**PROMPT:**
Copy each line from the entries that the word "lineCap" appears in.

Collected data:
======

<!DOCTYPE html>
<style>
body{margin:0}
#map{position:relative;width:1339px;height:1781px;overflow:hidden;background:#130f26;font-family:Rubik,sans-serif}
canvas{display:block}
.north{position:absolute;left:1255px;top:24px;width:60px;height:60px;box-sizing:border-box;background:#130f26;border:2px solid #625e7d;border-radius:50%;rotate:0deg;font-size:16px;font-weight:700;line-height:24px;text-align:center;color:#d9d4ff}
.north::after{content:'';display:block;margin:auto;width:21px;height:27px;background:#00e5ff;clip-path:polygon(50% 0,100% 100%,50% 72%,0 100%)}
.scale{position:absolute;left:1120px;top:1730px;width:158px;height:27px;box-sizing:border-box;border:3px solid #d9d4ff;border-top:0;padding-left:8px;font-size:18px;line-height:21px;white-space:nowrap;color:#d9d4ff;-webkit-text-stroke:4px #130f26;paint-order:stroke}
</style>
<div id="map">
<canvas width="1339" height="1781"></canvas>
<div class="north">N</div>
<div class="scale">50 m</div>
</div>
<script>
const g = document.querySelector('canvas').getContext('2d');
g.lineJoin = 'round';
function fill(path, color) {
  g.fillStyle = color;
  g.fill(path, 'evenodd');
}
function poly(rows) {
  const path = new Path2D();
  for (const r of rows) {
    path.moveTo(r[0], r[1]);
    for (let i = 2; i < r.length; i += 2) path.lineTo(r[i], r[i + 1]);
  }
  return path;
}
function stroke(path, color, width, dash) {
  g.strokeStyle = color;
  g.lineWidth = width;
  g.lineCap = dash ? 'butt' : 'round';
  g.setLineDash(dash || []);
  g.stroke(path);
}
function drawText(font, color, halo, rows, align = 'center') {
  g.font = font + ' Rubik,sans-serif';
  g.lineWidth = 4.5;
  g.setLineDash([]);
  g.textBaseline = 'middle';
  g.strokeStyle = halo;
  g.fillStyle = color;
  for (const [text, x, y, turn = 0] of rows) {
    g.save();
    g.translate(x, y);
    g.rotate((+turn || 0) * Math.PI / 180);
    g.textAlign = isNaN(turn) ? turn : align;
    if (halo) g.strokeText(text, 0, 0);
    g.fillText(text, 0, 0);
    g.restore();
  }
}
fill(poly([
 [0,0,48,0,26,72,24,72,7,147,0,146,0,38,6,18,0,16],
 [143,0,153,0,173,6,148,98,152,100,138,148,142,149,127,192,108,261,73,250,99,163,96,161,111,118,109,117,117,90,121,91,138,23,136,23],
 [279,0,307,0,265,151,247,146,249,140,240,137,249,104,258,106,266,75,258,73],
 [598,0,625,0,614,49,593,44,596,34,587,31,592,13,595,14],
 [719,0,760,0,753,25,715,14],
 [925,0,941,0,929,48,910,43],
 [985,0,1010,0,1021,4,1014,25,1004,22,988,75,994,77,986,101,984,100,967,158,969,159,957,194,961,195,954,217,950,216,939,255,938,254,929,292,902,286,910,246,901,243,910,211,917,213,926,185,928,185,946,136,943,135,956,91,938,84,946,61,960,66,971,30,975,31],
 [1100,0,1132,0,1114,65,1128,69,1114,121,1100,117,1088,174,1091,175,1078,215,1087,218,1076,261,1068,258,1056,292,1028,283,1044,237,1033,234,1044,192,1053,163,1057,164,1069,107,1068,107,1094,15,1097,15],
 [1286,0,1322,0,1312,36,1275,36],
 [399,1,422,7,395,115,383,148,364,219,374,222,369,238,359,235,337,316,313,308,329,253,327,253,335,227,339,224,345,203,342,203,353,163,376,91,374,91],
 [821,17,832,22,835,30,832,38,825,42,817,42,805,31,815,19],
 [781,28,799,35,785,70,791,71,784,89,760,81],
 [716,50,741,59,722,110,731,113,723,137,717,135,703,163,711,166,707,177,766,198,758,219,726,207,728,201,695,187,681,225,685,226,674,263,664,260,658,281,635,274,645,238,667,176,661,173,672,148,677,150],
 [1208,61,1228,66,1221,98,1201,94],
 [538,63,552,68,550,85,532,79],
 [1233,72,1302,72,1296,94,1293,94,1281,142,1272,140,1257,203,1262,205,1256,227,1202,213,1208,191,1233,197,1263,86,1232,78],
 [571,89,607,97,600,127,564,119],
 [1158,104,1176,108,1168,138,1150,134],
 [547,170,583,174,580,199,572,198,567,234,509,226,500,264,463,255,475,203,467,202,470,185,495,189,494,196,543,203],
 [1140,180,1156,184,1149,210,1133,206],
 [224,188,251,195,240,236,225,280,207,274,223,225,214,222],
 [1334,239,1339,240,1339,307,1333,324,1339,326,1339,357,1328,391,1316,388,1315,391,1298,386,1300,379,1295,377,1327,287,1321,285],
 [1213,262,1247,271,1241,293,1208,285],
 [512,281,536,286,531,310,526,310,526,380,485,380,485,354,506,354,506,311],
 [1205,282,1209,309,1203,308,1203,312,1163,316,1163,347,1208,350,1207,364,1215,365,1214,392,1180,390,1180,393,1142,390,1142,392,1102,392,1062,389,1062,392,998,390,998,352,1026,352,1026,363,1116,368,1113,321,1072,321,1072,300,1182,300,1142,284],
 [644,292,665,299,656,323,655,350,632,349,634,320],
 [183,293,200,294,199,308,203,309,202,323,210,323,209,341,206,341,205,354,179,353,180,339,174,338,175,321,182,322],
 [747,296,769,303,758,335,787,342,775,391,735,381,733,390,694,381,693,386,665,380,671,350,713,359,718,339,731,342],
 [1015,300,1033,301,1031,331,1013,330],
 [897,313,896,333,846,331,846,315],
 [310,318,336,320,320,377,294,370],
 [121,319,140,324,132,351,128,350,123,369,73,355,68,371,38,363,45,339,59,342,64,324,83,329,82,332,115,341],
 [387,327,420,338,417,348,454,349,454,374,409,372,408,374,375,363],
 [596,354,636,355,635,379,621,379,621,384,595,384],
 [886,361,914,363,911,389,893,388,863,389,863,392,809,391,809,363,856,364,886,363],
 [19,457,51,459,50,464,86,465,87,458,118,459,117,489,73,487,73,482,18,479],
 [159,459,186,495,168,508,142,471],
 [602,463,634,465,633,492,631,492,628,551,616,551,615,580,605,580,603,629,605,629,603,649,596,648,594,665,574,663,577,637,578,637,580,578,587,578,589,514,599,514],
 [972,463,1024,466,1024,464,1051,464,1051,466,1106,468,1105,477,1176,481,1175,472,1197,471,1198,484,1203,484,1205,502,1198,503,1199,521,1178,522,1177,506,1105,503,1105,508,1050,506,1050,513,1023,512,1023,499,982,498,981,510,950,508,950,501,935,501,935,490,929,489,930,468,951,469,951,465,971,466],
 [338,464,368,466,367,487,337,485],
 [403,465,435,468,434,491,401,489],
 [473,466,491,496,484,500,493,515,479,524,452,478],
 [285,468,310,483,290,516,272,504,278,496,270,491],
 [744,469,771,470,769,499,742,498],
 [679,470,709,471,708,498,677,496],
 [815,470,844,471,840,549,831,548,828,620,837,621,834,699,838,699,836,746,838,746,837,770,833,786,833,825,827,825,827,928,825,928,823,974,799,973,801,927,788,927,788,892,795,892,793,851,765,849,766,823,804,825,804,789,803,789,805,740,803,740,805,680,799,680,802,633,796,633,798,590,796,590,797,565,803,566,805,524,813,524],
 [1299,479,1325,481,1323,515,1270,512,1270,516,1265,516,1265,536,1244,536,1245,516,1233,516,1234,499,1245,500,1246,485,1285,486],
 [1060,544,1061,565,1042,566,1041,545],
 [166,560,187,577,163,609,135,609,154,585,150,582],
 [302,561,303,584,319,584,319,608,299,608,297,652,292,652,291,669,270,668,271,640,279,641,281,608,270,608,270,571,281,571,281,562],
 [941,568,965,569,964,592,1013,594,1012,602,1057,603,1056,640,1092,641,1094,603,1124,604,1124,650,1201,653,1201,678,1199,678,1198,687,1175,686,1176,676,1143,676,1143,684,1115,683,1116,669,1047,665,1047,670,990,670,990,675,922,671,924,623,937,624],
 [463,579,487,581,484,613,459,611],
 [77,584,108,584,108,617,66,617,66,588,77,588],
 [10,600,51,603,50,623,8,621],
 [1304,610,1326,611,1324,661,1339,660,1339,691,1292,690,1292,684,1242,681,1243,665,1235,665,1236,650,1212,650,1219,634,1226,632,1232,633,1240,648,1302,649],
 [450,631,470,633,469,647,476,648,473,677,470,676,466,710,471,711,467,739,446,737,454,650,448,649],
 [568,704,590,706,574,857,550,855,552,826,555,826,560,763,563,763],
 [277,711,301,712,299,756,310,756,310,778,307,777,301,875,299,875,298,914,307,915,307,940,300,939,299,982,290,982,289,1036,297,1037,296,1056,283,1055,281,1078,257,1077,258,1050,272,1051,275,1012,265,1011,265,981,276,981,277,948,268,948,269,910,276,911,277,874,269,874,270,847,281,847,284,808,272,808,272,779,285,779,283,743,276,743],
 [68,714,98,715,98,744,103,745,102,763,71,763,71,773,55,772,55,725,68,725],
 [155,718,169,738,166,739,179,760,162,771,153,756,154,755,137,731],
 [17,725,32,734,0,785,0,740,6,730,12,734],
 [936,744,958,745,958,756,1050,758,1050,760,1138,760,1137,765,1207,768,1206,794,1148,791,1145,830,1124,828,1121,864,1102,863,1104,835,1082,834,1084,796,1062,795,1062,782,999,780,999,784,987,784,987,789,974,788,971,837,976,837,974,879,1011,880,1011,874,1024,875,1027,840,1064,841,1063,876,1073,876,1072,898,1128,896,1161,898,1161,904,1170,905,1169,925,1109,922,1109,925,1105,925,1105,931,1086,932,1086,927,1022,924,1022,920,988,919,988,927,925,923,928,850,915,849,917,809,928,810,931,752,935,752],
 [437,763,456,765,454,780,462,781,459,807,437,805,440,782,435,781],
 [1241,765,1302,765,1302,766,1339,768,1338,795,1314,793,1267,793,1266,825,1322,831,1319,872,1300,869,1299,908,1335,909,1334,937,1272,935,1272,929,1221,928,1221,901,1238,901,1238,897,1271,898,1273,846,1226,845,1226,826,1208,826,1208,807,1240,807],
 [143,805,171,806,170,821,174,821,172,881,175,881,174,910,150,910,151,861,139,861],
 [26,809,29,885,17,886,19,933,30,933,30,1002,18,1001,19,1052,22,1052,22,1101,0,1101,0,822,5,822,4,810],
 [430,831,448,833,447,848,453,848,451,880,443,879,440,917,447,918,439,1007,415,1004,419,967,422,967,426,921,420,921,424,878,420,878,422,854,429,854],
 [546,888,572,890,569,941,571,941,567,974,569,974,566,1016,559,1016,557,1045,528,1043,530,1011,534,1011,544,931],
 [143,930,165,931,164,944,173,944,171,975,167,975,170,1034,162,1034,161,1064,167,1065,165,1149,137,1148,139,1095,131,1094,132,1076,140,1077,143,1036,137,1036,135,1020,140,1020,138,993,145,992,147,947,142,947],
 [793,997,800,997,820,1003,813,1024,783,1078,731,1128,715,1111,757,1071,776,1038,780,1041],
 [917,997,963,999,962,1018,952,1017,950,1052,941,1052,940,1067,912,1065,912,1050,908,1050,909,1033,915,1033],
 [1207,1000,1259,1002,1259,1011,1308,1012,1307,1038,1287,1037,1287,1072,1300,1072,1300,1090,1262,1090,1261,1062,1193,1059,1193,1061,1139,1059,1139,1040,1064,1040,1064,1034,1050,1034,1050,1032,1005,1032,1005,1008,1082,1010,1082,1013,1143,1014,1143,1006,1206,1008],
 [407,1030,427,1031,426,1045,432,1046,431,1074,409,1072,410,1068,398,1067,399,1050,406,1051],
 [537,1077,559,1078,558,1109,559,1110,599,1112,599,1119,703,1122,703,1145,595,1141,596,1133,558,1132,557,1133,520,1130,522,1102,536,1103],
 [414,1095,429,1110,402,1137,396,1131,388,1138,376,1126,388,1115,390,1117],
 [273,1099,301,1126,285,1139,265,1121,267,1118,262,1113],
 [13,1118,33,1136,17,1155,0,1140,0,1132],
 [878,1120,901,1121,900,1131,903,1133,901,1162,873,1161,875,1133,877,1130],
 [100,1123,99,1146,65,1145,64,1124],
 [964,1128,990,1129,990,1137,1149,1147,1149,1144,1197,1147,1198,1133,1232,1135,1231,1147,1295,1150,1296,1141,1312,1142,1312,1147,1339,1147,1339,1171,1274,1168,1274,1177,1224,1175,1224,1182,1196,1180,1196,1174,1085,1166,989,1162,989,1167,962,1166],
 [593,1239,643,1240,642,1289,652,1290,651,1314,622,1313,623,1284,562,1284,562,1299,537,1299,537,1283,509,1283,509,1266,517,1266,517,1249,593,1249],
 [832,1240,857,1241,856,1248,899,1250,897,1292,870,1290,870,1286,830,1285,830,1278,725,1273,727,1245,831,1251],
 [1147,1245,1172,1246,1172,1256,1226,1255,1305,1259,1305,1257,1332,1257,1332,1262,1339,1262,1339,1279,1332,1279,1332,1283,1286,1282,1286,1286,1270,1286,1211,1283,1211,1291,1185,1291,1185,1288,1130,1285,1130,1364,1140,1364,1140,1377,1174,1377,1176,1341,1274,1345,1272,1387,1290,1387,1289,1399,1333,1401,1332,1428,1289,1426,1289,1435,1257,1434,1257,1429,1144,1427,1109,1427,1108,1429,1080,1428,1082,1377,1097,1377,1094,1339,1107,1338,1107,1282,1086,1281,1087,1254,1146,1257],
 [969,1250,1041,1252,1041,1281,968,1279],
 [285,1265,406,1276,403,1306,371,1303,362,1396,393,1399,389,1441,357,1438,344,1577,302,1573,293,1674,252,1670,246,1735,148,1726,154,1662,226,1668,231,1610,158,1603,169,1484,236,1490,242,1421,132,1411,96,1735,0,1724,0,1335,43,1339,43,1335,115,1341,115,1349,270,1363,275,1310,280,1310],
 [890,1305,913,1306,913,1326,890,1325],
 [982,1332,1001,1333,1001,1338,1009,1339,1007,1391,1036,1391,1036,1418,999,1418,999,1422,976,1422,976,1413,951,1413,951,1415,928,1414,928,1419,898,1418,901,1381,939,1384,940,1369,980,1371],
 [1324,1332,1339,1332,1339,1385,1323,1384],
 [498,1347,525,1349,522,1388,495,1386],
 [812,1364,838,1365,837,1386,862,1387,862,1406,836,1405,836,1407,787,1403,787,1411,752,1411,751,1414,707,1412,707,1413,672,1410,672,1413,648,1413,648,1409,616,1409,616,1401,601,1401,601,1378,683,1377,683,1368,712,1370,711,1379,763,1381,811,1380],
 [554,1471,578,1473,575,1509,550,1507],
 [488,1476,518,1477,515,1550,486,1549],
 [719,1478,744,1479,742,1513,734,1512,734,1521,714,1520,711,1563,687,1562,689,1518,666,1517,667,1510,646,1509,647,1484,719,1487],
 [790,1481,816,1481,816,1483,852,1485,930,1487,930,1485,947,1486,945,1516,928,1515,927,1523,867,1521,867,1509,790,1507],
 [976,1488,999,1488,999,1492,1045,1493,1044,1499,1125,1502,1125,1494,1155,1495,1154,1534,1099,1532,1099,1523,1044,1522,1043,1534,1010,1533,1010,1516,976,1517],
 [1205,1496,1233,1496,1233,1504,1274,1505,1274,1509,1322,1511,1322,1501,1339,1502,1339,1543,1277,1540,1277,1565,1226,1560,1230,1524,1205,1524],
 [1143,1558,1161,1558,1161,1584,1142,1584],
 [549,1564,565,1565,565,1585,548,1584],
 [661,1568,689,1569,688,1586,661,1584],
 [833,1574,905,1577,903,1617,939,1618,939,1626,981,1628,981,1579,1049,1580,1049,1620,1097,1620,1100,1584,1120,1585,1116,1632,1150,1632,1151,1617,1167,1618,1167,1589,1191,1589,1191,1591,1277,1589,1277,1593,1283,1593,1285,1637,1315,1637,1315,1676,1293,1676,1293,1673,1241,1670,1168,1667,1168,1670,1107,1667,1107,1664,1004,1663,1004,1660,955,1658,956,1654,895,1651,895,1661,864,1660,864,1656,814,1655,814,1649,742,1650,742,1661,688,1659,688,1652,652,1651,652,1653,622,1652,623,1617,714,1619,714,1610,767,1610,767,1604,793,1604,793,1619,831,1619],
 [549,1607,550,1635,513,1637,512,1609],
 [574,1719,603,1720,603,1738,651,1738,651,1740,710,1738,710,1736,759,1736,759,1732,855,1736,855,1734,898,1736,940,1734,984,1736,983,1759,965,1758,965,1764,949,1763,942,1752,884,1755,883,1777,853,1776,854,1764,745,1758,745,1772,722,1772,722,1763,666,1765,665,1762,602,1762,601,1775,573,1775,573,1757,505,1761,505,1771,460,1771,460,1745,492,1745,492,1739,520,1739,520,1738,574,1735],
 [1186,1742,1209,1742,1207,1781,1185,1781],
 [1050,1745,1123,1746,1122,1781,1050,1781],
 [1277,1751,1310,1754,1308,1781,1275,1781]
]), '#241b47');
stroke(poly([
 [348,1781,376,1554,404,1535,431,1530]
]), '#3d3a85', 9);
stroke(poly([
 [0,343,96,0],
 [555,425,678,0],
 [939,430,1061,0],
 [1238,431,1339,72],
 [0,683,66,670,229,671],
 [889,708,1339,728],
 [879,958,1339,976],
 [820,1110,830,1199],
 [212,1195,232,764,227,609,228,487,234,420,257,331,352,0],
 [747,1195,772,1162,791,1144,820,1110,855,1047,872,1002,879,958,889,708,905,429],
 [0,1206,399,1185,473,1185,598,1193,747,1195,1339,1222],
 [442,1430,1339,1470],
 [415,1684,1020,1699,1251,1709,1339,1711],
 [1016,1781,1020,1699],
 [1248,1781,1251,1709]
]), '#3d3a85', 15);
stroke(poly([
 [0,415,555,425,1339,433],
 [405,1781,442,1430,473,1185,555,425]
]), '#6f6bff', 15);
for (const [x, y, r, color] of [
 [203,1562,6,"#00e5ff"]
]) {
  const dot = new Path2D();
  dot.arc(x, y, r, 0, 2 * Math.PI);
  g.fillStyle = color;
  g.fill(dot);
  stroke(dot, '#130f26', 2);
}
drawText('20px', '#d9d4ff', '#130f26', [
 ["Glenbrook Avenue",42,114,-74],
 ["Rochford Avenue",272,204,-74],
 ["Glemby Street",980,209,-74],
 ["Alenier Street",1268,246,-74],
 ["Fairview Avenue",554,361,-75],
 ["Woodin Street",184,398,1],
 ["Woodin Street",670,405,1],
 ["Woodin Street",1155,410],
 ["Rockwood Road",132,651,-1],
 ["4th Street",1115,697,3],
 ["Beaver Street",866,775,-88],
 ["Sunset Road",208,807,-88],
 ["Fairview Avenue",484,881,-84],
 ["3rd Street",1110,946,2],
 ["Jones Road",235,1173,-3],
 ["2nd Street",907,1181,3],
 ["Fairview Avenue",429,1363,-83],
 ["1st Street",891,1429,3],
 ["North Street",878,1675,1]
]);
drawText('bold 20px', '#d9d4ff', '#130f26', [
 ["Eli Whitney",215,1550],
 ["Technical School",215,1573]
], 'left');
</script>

======

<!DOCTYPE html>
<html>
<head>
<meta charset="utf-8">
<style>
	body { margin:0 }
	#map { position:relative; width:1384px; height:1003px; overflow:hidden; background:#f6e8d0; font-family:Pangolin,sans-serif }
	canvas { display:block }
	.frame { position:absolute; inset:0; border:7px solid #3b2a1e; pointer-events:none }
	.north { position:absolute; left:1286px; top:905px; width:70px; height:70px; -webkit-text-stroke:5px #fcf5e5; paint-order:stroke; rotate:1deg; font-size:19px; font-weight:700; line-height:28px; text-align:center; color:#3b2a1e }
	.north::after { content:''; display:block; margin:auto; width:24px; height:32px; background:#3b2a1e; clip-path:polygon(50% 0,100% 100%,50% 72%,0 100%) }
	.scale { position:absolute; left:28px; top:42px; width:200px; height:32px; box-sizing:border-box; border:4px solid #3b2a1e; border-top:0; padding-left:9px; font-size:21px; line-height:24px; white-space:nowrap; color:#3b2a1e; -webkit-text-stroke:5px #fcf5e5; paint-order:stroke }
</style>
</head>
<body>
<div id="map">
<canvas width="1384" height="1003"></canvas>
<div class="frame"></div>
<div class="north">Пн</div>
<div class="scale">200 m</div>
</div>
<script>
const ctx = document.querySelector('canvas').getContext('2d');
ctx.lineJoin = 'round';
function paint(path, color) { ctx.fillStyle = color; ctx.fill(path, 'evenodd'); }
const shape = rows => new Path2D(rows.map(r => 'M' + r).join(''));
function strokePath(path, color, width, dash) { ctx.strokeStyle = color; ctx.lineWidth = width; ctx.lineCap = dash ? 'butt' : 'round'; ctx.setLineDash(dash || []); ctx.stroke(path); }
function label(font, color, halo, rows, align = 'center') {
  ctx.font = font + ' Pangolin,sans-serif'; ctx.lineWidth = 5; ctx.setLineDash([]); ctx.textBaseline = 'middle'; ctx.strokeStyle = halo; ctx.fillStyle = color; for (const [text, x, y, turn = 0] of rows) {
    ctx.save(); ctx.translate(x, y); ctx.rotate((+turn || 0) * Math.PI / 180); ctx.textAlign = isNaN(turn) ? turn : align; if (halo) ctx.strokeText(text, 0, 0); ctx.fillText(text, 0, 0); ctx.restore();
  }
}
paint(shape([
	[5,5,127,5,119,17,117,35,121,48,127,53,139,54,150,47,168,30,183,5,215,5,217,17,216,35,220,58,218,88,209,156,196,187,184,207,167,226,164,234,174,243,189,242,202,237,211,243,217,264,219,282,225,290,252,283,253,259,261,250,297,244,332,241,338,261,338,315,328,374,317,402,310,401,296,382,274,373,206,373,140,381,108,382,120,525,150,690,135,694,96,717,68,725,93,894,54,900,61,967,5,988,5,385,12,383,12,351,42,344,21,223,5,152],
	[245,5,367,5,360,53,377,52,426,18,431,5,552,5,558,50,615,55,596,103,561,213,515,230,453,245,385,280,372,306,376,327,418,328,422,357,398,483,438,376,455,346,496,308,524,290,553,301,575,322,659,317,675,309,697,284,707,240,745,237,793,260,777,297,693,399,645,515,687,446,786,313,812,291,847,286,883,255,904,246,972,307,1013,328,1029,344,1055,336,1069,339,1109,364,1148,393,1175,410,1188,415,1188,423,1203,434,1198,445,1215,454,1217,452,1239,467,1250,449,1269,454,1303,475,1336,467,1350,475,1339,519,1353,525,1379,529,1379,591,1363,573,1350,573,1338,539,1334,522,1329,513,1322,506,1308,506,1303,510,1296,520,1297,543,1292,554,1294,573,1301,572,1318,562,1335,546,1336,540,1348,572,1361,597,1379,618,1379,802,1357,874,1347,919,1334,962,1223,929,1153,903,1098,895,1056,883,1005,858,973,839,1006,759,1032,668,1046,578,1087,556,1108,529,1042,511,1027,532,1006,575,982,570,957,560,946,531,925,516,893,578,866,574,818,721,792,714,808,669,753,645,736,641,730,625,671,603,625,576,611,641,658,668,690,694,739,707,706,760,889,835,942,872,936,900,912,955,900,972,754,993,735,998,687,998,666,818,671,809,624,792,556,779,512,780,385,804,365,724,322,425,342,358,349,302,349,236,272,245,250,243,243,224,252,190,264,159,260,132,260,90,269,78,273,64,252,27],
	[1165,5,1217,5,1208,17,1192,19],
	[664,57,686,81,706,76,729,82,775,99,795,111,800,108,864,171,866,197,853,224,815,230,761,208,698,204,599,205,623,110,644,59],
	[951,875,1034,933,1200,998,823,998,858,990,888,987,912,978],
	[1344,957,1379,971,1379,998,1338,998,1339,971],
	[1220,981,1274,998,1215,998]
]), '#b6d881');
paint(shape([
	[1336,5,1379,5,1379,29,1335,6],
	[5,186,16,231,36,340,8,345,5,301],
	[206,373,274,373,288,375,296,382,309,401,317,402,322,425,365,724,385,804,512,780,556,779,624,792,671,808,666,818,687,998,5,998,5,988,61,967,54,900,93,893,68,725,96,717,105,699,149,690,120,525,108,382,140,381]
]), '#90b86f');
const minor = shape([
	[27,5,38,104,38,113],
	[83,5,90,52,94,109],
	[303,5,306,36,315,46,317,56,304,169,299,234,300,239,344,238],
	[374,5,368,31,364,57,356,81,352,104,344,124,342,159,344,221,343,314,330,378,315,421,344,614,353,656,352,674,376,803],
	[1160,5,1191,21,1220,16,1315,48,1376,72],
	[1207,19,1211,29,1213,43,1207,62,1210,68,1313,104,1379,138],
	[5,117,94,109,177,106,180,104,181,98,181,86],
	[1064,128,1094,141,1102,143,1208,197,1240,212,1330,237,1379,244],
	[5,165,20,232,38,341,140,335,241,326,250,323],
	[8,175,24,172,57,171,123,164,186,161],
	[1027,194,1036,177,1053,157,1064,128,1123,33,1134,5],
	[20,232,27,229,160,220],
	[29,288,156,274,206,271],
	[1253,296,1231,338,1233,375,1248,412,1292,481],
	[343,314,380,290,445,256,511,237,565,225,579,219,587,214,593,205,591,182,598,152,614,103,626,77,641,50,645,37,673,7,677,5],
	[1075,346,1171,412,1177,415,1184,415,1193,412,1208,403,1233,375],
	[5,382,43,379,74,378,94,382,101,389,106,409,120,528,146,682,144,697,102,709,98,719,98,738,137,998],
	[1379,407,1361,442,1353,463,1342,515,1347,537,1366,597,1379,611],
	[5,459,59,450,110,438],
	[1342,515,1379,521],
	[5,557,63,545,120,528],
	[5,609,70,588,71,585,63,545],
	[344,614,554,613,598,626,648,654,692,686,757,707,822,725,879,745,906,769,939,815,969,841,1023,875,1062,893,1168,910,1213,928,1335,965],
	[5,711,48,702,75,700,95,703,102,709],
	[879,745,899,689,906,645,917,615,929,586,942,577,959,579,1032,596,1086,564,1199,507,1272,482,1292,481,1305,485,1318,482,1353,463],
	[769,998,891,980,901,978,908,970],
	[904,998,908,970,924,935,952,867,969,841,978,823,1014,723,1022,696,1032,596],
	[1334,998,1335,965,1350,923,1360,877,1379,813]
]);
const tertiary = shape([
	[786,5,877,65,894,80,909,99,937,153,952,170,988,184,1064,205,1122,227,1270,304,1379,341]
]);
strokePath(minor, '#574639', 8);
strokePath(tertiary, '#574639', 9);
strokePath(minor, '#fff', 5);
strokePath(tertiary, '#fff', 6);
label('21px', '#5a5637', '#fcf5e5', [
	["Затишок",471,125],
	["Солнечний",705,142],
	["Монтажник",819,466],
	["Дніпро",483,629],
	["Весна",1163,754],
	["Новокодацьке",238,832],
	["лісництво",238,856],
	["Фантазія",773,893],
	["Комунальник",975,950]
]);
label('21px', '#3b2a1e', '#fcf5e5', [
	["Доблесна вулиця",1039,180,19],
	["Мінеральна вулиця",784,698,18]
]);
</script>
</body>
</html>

======

**TASK RESPONSE:**
  g.lineCap = dash ? 'butt' : 'round';
function strokePath(path, color, width, dash) { ctx.strokeStyle = color; ctx.lineWidth = width; ctx.lineCap = dash ? 'butt' : 'round'; ctx.setLineDash(dash || []); ctx.stroke(path); }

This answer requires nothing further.